Low-Latency All-to-All V2 (EP)
Ultra-low-latency All-to-All communication kernels for Expert Parallelism with online FP8 quantization. Designed for latency-sensitive MoE inference scenarios.
Overview
The Low-Latency All-to-All V2 kernels are optimized for:
Minimal Latency: Single-kernel dispatch and combine operations
Online FP8 Quantization: Reduces transfer size by 2x with minimal accuracy loss
Double Buffering: Overlaps communication with computation across iterations
Fused Operations: Quantization, transfer, and postprocessing in single kernel launch
Performance
Benchmark: 8x H800 GPUs
- Tokens per rank: 128
- TopK: 8
- Hidden size: 7168
- Data type: FP8 (online quantization)
Results:
- Dispatch latency: ~76 µs
- Combine latency: ~126 µs
- Total A2A latency: ~202 µs
Architecture
Message Format
Each token message contains:
┌─────────────┬──────────────────────────────────────┬───────────────┐
│ META (16B) │ TOKEN (hidden × 1B) │ SCALE (groups × 4B) │
│ (padded) │ (FP8 quantized) │ (FP32) │
└─────────────┴──────────────────────────────────────┴───────────────┘
META: Source token index (int32, padded to 16 bytes for alignment)

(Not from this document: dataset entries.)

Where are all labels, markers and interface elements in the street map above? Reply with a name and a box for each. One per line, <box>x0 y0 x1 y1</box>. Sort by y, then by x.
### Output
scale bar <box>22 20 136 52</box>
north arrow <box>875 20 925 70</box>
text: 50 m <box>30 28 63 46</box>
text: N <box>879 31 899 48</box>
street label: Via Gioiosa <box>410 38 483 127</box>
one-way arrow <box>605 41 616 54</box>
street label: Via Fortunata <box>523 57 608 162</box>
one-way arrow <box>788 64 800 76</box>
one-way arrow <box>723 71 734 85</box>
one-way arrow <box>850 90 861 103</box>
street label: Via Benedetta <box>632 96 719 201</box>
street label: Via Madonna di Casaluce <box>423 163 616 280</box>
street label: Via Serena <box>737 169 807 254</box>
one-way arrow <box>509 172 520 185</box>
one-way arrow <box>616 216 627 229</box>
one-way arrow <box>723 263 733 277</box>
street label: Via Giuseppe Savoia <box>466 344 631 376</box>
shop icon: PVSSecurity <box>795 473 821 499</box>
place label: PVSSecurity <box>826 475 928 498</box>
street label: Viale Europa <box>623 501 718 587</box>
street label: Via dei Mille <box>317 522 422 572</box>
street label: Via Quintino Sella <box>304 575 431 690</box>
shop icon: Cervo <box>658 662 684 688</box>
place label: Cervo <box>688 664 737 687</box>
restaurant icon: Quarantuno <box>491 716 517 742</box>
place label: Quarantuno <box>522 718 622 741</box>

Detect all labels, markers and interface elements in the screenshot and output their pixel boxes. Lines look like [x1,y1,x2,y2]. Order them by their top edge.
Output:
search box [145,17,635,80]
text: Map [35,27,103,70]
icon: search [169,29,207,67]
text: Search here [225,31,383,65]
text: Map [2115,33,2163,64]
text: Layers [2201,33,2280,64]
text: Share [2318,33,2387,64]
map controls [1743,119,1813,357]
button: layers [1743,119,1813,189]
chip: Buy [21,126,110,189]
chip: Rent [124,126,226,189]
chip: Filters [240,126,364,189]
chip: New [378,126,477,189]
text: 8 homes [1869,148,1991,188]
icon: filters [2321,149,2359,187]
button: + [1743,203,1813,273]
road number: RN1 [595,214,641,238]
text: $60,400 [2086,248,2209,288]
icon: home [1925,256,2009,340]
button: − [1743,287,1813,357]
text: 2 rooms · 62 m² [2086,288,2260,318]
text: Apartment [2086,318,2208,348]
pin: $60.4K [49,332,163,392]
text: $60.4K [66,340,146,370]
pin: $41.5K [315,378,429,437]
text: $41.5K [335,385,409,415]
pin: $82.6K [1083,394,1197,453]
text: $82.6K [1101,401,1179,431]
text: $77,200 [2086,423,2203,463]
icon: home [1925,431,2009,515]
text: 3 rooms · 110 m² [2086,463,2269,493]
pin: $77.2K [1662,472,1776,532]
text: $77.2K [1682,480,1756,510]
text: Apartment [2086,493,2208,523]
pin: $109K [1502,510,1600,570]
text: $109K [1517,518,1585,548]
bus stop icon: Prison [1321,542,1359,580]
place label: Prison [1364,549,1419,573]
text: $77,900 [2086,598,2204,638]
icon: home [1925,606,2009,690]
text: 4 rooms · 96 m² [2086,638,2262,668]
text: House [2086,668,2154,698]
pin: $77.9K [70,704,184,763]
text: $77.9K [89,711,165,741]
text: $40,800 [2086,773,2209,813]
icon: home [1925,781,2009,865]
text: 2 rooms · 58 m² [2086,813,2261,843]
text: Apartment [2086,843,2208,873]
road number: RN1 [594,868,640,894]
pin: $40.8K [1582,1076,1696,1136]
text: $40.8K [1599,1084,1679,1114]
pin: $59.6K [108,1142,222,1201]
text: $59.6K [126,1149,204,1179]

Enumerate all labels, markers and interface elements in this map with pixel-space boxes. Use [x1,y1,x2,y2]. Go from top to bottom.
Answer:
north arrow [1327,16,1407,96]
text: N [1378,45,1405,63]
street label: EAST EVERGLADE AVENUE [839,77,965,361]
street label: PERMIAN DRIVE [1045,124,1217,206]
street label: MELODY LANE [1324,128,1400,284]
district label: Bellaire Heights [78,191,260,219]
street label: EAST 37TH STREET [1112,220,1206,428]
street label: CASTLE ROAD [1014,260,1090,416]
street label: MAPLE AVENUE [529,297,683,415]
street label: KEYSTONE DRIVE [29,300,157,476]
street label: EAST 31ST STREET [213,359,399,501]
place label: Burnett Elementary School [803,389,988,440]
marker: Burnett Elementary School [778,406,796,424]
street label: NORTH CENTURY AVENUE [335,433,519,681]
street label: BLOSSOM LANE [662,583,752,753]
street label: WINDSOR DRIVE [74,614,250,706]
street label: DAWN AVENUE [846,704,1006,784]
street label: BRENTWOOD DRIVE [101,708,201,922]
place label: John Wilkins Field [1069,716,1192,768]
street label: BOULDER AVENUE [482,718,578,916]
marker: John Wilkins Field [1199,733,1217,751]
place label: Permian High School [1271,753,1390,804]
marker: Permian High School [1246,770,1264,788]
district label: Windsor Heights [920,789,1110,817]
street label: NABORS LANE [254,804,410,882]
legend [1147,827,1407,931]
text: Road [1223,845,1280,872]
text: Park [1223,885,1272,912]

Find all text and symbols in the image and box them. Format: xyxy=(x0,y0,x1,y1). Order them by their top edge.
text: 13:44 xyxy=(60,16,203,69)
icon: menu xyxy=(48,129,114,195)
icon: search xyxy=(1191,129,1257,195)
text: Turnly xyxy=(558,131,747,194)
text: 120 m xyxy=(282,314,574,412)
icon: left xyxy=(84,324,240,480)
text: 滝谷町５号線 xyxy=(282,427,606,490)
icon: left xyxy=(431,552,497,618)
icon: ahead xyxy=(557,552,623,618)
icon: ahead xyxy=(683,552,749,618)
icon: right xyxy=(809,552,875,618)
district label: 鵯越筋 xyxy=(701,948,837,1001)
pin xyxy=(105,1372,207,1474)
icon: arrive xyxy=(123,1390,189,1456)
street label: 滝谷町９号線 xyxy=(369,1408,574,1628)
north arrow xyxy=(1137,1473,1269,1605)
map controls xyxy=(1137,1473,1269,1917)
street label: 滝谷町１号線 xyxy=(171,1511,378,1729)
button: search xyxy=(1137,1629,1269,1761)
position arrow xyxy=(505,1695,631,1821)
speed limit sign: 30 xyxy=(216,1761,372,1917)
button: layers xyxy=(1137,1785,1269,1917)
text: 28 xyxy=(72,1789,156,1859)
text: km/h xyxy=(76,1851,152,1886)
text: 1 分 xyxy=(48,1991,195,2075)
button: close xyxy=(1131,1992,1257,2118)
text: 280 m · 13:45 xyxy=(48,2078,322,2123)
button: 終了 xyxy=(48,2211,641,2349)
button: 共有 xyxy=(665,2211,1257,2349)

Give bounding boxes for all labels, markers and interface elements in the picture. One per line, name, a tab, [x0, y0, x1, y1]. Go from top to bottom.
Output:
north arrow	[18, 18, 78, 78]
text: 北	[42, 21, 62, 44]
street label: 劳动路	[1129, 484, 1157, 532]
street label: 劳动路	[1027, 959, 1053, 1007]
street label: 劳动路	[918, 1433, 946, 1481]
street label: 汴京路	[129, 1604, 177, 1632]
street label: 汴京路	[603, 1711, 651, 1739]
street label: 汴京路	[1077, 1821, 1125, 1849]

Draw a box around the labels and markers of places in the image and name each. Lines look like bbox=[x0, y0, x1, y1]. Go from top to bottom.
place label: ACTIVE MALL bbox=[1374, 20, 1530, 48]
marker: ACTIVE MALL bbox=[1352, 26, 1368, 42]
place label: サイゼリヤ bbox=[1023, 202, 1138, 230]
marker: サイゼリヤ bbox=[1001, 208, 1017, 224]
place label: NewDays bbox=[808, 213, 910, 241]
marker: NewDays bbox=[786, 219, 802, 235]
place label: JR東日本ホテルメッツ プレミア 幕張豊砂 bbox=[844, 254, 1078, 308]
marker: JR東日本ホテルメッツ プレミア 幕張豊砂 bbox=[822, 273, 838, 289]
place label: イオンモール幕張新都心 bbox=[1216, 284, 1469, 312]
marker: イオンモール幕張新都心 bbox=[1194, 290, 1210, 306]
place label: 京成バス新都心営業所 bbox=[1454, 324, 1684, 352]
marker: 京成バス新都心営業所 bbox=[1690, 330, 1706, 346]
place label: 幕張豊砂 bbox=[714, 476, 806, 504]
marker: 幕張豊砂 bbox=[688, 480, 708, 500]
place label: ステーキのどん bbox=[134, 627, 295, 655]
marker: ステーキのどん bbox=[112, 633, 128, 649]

TOKEN: FP8-quantized hidden state
SCALE: Per-group quantization scales (hidden // fp8_gsize groups)
Double Buffering
Phase 0: Phase 1:
┌─────────────────┐ ┌─────────────────┐
│ Buffer Set 0 │ │ Buffer Set 1 │
│ - send_token │ │ - send_token │
│ - recv_token │ │ - recv_token │
│ - signal_buf │ │ - signal_buf │
└─────────────────┘ └─────────────────┘
↑ ↑
│ │
Iteration 0,2,4... Iteration 1,3,5...
Benefits:
- No explicit synchronization between iterations
- Signal values cycle: 1,1,2,2,3,3,...
- Enables compute-communication overlap
Dispatch Kernel (V2)
The dispatch kernel performs:
Online FP8 Quantization: Per-group scaling and quantization
Warp-level Transfer: Parallel token transfers to target experts
Count Exchange: AllGather of per-expert token counts
Postprocessing: Reorganize received tokens by expert
@triton_dist.jit
def dispatch_kernel_v2(
profiler_buf,
send_tensor, # [num_tokens, HIDDEN] - input tokens (bf16)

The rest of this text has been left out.